Filtering budget fiction through the 'BFZ'
A colleague shared with me a comment that gave him a good laugh. He was following an online discussion on the pros and cons of an NFZ (No Fly Zone) in Libya.
A young man said, "A No Fly Zone is OK. But what we really need is a Bull-Free Zone" (BFZ).
Now we come to the budget cuts and, well, you catch my drift. There is nothing in Washington that needs a BFZ more than the current stalemate between Republicans and Democrats on the national budget and what to do about the deficits.
Let's examine the most recent, and most publicized, budget proposal put forward by House Republican budget chairman Rep. Paul Ryan of Wisconsin. This will give us a look at why we need a tiny BFZ around Washington.
I have great respect for Rep. Ryan. He is a man of deep convictions who worries about the growing national debt and structural imbalances in our budget. Many of our leaders share his concerns, but not how Ryan reaches his goals. However, it does take moxie to take on the entitlements (Medicare and Social Security). Ryan has moxie in spades.
That very quality is what saddened me when I saw that he chose, on Fox Sunday News, to place his innovative conservative approach to budget cutting, squarely within a partisan framework.
Claim: In promoting his budget plan, Ryan told Fox viewers, "We are we are giving (Democrats) a political weapon to go against us," he said. "But they will have to lie and demagogue to make it a weapon."
His statement is a little puzzling. He acknowledges his budget to be a partisan "weapon." Then, Ryan falls immediately into partisanship, saying Democrats have to be bad guys to oppose it.
BFZ: There can be, and are, honest, principled, differences about the policy -- largely ideological -- regarding Ryan's budget cuts. And yes, Democrats might be opposed to Ryan's proposals based on principles as well as the underlying math.
Honestly now, millions of average citizens who vote as independents or Republicans can challenge Ryan's budget assumptions without having to "lie and demagogue." So can President Obama. So can the Democrats.
Claim: Rep. Ryan's budget, the Republicans say, will slash $4.3 trillion from the budget over the next 10 years but will not produce a balanced budget until the 2030s. Ryan takes on entitlements.
BFZ: Right, right and wrong. Ryan's budget takes on a lone entitlement: Medicare. He guts it. Ryan's plan effectively does not touch Social Security.
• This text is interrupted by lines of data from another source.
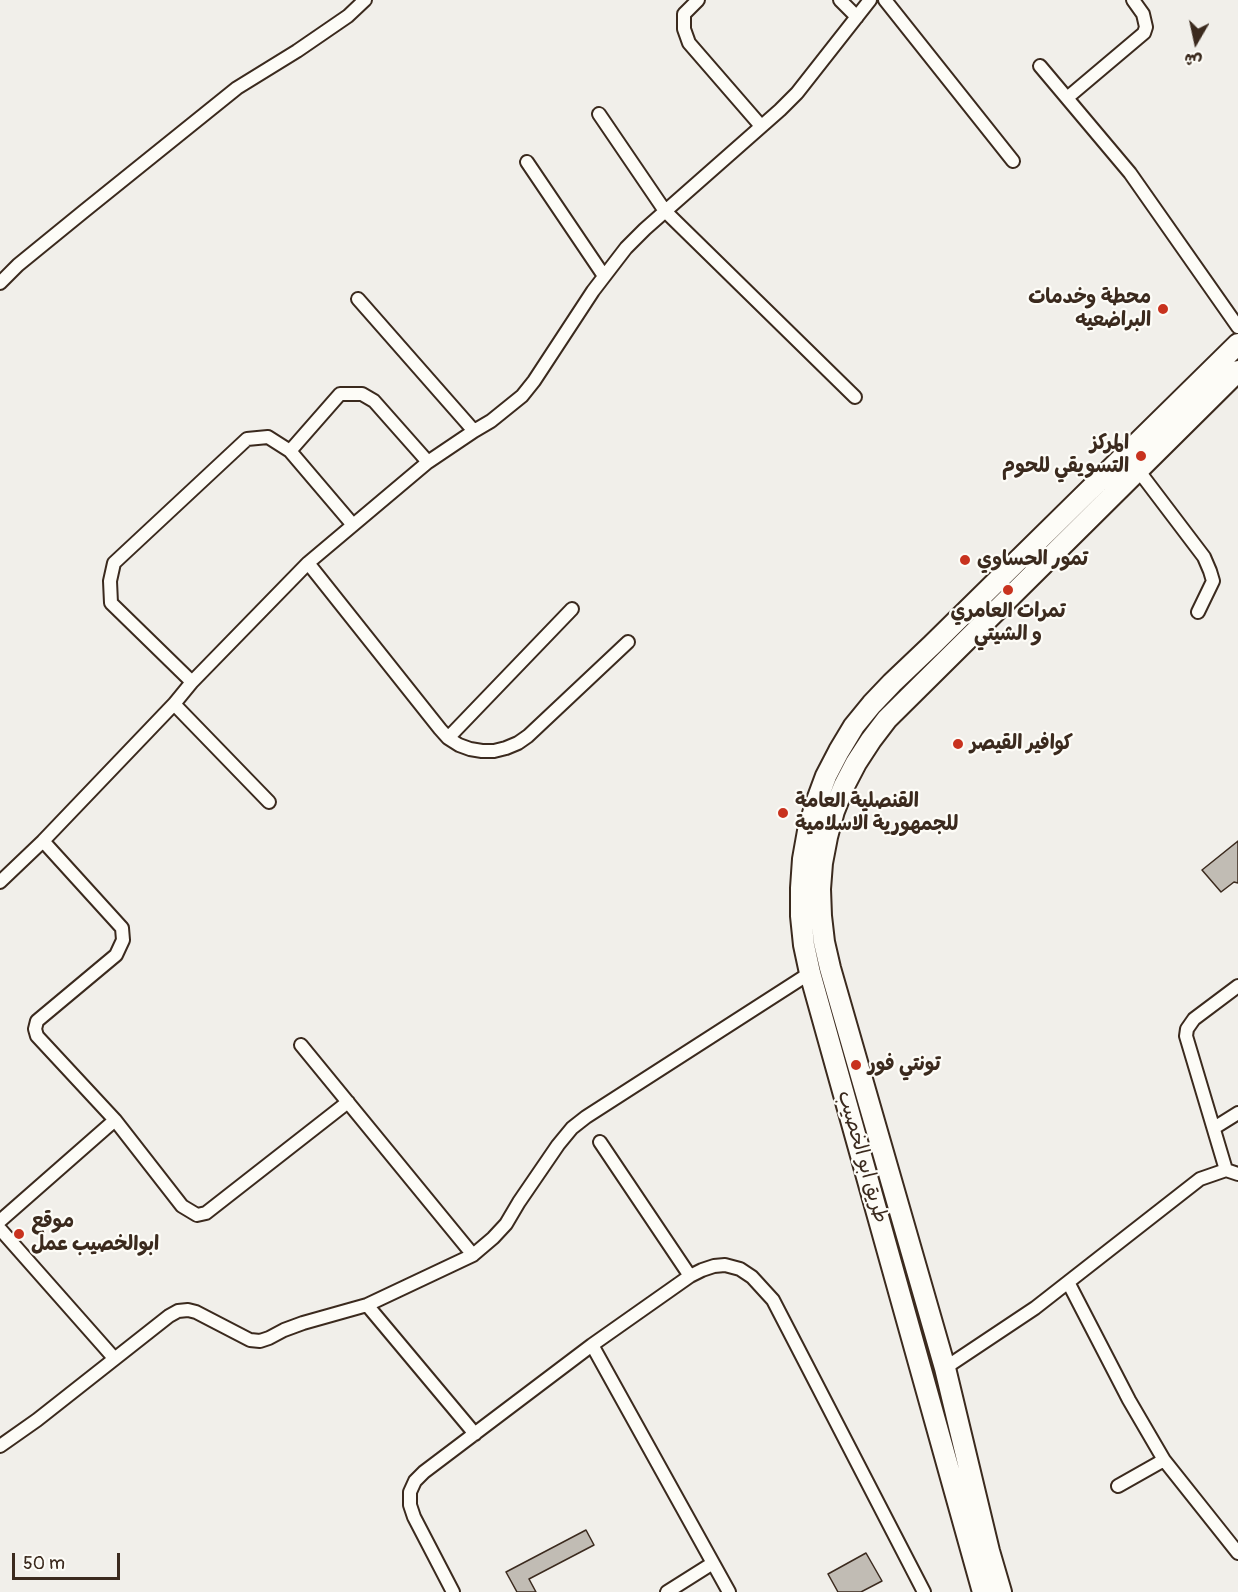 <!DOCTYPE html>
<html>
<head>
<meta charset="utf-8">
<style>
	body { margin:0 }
	#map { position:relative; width:1238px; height:1592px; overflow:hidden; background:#f1efea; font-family:Pangolin,"Playpen Sans Arabic",sans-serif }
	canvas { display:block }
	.north { position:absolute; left:1166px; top:12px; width:60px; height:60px; -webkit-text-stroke:4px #fdfcf7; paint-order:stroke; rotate:189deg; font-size:16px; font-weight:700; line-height:24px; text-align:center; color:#3b2a1e }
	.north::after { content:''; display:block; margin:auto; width:21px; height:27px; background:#3b2a1e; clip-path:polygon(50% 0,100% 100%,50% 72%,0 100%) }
	.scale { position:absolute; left:12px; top:1553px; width:108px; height:27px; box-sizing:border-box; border:3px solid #3b2a1e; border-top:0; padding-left:8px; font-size:18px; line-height:21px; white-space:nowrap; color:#3b2a1e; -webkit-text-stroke:4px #fdfcf7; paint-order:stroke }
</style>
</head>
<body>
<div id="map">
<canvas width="1238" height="1592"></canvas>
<div class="north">ش</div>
<div class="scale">50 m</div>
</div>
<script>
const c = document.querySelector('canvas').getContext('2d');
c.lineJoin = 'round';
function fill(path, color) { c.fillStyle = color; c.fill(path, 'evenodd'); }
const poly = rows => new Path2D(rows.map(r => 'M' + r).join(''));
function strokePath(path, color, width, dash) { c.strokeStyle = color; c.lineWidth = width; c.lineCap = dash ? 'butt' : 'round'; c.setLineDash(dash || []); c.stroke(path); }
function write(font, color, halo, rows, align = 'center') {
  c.font = font + ' Pangolin,"Playpen Sans Arabic",sans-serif'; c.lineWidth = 4.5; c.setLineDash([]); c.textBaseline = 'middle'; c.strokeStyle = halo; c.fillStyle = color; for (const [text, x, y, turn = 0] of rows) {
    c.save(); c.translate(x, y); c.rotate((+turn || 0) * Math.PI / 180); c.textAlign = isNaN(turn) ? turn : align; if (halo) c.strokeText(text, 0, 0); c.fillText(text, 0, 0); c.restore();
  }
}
const building = poly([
	[1238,841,1238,883,1234,882,1221,892,1202,870,1238,841],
	[586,1530,594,1545,529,1579,536,1592,517,1592,506,1572,586,1530],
	[866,1553,882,1581,861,1592,838,1592,828,1574,866,1553]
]);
fill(building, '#c1bcb4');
strokePath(building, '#3b2a1e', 1.5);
const minor = poly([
	[698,0,684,14,684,29,689,43,761,126],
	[840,0,857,17],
	[885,0,1013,161],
	[1040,66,1130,173,1238,327],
	[1067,98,1144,33,1146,27,1143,14,1133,0],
	[599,114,665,211,855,397],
	[527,162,604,276],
	[0,283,18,265,83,212,237,88,297,51,348,16,365,0],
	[358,299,474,431],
	[290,451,340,394,362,394,374,401,428,462],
	[1138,470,1204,557,1210,571,1213,581,1198,612],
	[308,563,440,729,448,738,459,745,470,749,482,751,494,751,506,748,518,743,528,736,628,642],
	[192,682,111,603,110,581,114,563,247,439,268,437,290,451,353,525],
	[174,704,269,802],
	[448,738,572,609],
	[43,841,122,928,123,940,116,955,37,1021,35,1029,37,1036,115,1120,182,1206,197,1215,206,1213,348,1102],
	[0,882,43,841,174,704,192,682,308,563,428,462,474,431,491,421,522,396,534,381,593,291,626,248,645,229,780,110,797,93,870,0],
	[301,1045,473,1255],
	[1214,1128,1238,1113],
	[600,1142,690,1276],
	[1226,1170,1186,1036,1187,1029,1194,1019,1238,986],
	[0,1221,115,1120],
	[0,1229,114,1358],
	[1068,1282,1129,1400,1164,1460,1238,1553],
	[367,1305,475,1434],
	[592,1345,729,1592],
	[945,1368,1035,1308,1200,1179,1226,1170,1238,1174],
	[0,1446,37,1420,169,1316,178,1311,188,1310,196,1312,250,1340,260,1341,269,1338,284,1330,303,1323,367,1305,473,1255,493,1238,506,1224,519,1202,558,1145,572,1128,586,1117,810,973],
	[1118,1486,1164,1460],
	[453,1592,414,1517,410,1505,410,1492,415,1481,424,1472,592,1345,690,1276,702,1270,714,1266,725,1265,740,1269,752,1277,773,1300,924,1592],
	[667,1592,713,1563]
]);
const primary = poly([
	[983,1592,810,973,804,945,801,916,801,888,803,859,808,831,816,803,826,776,839,751,854,726,872,704,892,683,932,645,1238,344],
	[1001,1592,989,1551,945,1368,830,968,824,942,821,916,820,889,822,863,827,837,834,811,844,786,856,763,871,740,887,719,1238,371]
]);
strokePath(minor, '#3b2a1e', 16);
strokePath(primary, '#3b2a1e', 24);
strokePath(minor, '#fdfcf7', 12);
strokePath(primary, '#fdfcf7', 20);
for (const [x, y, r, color] of [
	[1163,309,6,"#c8321e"],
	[1141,456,6,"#c8321e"],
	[965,560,6,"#c8321e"],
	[1008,590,6,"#c8321e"],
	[958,744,6,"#c8321e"],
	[783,813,6,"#c8321e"],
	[856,1065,6,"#c8321e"],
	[19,1234,6,"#c8321e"]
]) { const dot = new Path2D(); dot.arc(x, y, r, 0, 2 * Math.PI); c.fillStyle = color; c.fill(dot); strokePath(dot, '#fdfcf7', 2); }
write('bold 20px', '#3b2a1e', '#fdfcf7', [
	["محطة وخدمات",1151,298,"right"],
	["البراضعيه",1151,321,"right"],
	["المركز",1129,444,"right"],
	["التسويقي للحوم",1129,467,"right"],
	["تمور الحساوي",977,560],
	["تمرات العامري",1008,612,"center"],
	["و الشيتي",1008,635,"center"],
	["كوافير القيصر",970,744],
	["القنصلية العامة",795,802],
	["للجمهورية الاسلامية",795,825],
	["تونتي فور",868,1065],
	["موقع",31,1222],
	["ابوالخصيب عمل",31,1245]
], 'left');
write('20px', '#3b2a1e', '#fdfcf7', [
	["طريق ابو الخصيب",862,1157,74]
]);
</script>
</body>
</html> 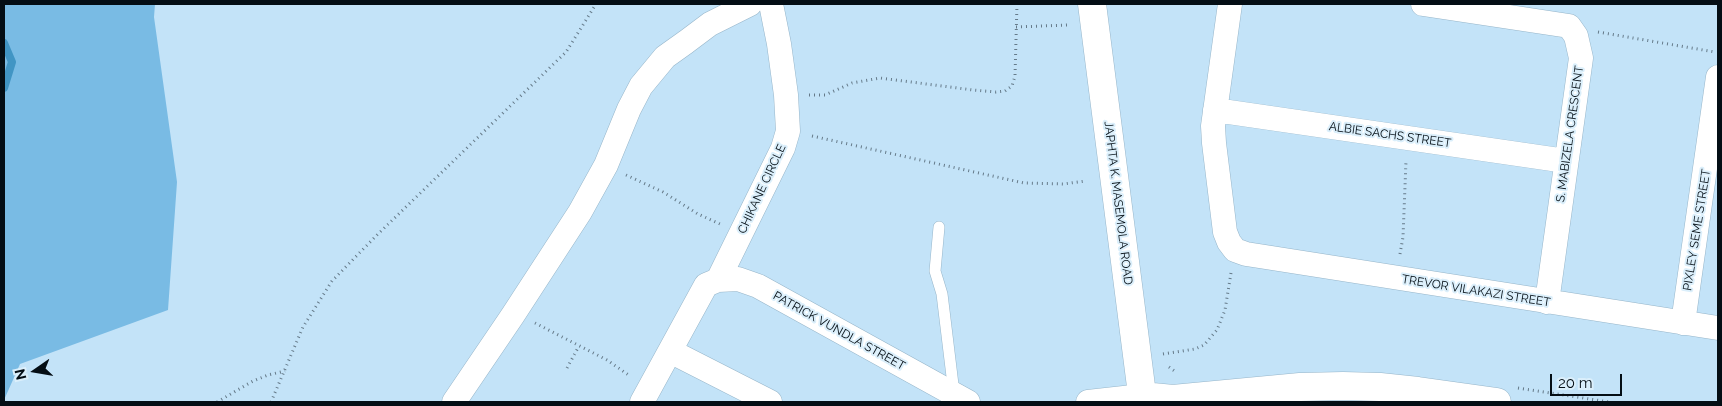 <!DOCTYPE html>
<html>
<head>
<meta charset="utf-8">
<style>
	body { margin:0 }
	#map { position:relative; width:1722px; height:406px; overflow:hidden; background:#c3e3f8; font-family:Raleway,sans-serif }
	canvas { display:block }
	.frame { position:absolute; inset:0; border:5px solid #040e15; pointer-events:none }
	.north { position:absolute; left:10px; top:346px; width:50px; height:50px; -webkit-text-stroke:4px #dbeffb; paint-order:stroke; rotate:257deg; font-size:14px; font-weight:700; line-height:20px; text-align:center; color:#040e15 }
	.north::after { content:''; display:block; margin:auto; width:18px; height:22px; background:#040e15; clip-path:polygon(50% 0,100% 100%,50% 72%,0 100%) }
	.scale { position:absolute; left:1550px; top:374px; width:72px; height:22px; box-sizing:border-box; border:2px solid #040e15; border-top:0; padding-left:6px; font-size:15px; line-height:18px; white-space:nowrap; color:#040e15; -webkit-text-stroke:4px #dbeffb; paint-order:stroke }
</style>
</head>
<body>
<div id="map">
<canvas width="1722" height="406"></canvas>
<div class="frame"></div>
<div class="north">N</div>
<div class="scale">20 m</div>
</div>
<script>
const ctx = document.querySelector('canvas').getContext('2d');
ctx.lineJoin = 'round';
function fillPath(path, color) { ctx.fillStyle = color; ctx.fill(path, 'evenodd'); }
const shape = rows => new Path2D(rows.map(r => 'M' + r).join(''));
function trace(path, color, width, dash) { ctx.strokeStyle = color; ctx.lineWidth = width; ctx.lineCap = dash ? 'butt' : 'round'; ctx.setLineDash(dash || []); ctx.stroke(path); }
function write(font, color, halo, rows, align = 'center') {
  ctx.font = font + ' Raleway,sans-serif'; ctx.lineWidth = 4; ctx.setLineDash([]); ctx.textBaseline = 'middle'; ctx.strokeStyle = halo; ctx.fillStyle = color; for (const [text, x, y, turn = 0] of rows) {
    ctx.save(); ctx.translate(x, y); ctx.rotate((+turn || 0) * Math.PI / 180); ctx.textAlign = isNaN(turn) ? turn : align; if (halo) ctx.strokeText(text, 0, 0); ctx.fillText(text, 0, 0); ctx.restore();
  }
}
fillPath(shape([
	[4,4,155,4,154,17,177,182,168,310,20,364,4,400]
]), '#79bbe4');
trace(shape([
	[4,43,12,62,4,88]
]), '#4195c4', 8);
const lane = shape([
	[939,227,935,271,942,294,954,393]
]);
const street = shape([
	[1230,4,1213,126,1214,143,1225,232,1229,242,1235,250,1246,254,1259,256,1718,328],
	[1423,4,1569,26,1576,36,1581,58,1547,302],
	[1215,110,1566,161],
	[718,280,783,148,788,131,786,95,779,44,771,4],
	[1683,323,1718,77],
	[670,351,770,402],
	[454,402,513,315,580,212,606,165,629,109,641,86,665,57,686,42,710,24,750,4],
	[642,402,706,285,718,280,738,279,758,286,968,402],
	[1088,402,1142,396]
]);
const secondary = shape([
	[1092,4,1143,402],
	[1142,396,1173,399,1300,387,1343,386,1380,387,1418,391,1497,402]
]);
trace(lane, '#96b5c9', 12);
trace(street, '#96b5c9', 25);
trace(secondary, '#96b5c9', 29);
trace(shape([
	[1016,27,1068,25],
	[1598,32,1715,52],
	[809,95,825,95,852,83,880,78,973,90,996,92,1005,91,1012,86,1015,76,1017,4],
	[812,136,1024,183,1063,184,1086,181],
	[626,175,663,192,698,214,720,224],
	[1400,254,1403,237,1406,161],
	[535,323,607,360,630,376],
	[1163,354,1195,349,1204,345,1217,330,1225,310,1231,273],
	[1169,367,1176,372],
	[567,368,579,346],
	[1518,388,1609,402],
	[217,402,253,381,268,375,285,371],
	[271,402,303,327,332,281,377,235,566,52,596,4]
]), '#657a89', 3, [1, 4]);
trace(lane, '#fff', 11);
trace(street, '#fff', 24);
trace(secondary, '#fff', 28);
write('12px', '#040e15', '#dbeffb', [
	["S. MABIZELA CRESCENT",1570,134,-82],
	["ALBIE SACHS STREET",1390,135,8],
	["CHIKANE CIRCLE",762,189,-65],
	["JAPHTA K. MASEMOLA ROAD",1118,203,83],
	["PIXLEY SEME STREET",1697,230,-81],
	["TREVOR VILAKAZI STREET",1476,291,9],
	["PATRICK VUNDLA STREET",839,331,29]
]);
</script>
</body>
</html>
Claim: Christian Science Monitor: "Making (Medicare) something seniors purchase from their own pockets would unleash the power of free-market competition," according to Ryan.
BFZ: Translation: Ryan unleashes the private health care insurance companies, who get a green light to run the whole kit and caboodle. They will be "lightly regulated."
This type of "free-market competition" allowed Wall Street's Bernie Madoff to defraud thousands of investors and helped produce the 2008 Great Recession. Ryan's so-called free enterprise permitted banks to construct a still-teetering housing market.
Claim: Ryan's (fill in name of your health insurance company) would run Medicare. Therefore, through competition, "Customers would gravitate to programs that offered higher value or greater quality."
BFZ: According to the nonpartisan Congressional Budget Office analysis, the cost of the "median 65-year-old's income" under Ryan's plan will take 35 percent of his or her income. By the year 2050, a senior will be paying a whopping 68 percent of his or her income for Ryan's 'Medicare.'
Claim: Ryan has shown mind-blowing courage in taking on Medicare.
BFZ: Ryan showed moxie (energy, know-how). He has not shown courage (facing danger without fear). Our nation's seniors are its most vulnerable population. They are our grandparents who, of all the population, are the least able to defend themselves from an organized political assault to benefit big business.
But Ryan's budget places the greatest burden -- two-thirds of the cuts -- on the shoulders of average Americans of modest means.
Yet Ryan extends a tax cut special-made for just 1 percent of the American population. It guarantees the very rich a $1 trillion tax cut over 10 years. The average American, 99 percent of the public, is not eligible for this billionaire's tax holiday
The Bush tax cuts for the very rich, extended this last December with the help of Democrats, were in effect before, and so far, through the Great Recession. The cuts produced no jobs. Plus, the Bush tax cuts for the Donald Trumps of this world allowed Trump and friends to capture two-thirds of the nation's earned income.
It sounds to me as if the average taxpayer is the one who's going to need the courage to stomach a potential government shutdown and all these ridiculous budget proposals.
Donna Brazile is a political commentator on CNN, ABC and NPR, and a contributing columnist to Roll Call, the newspaper of Capitol Hill.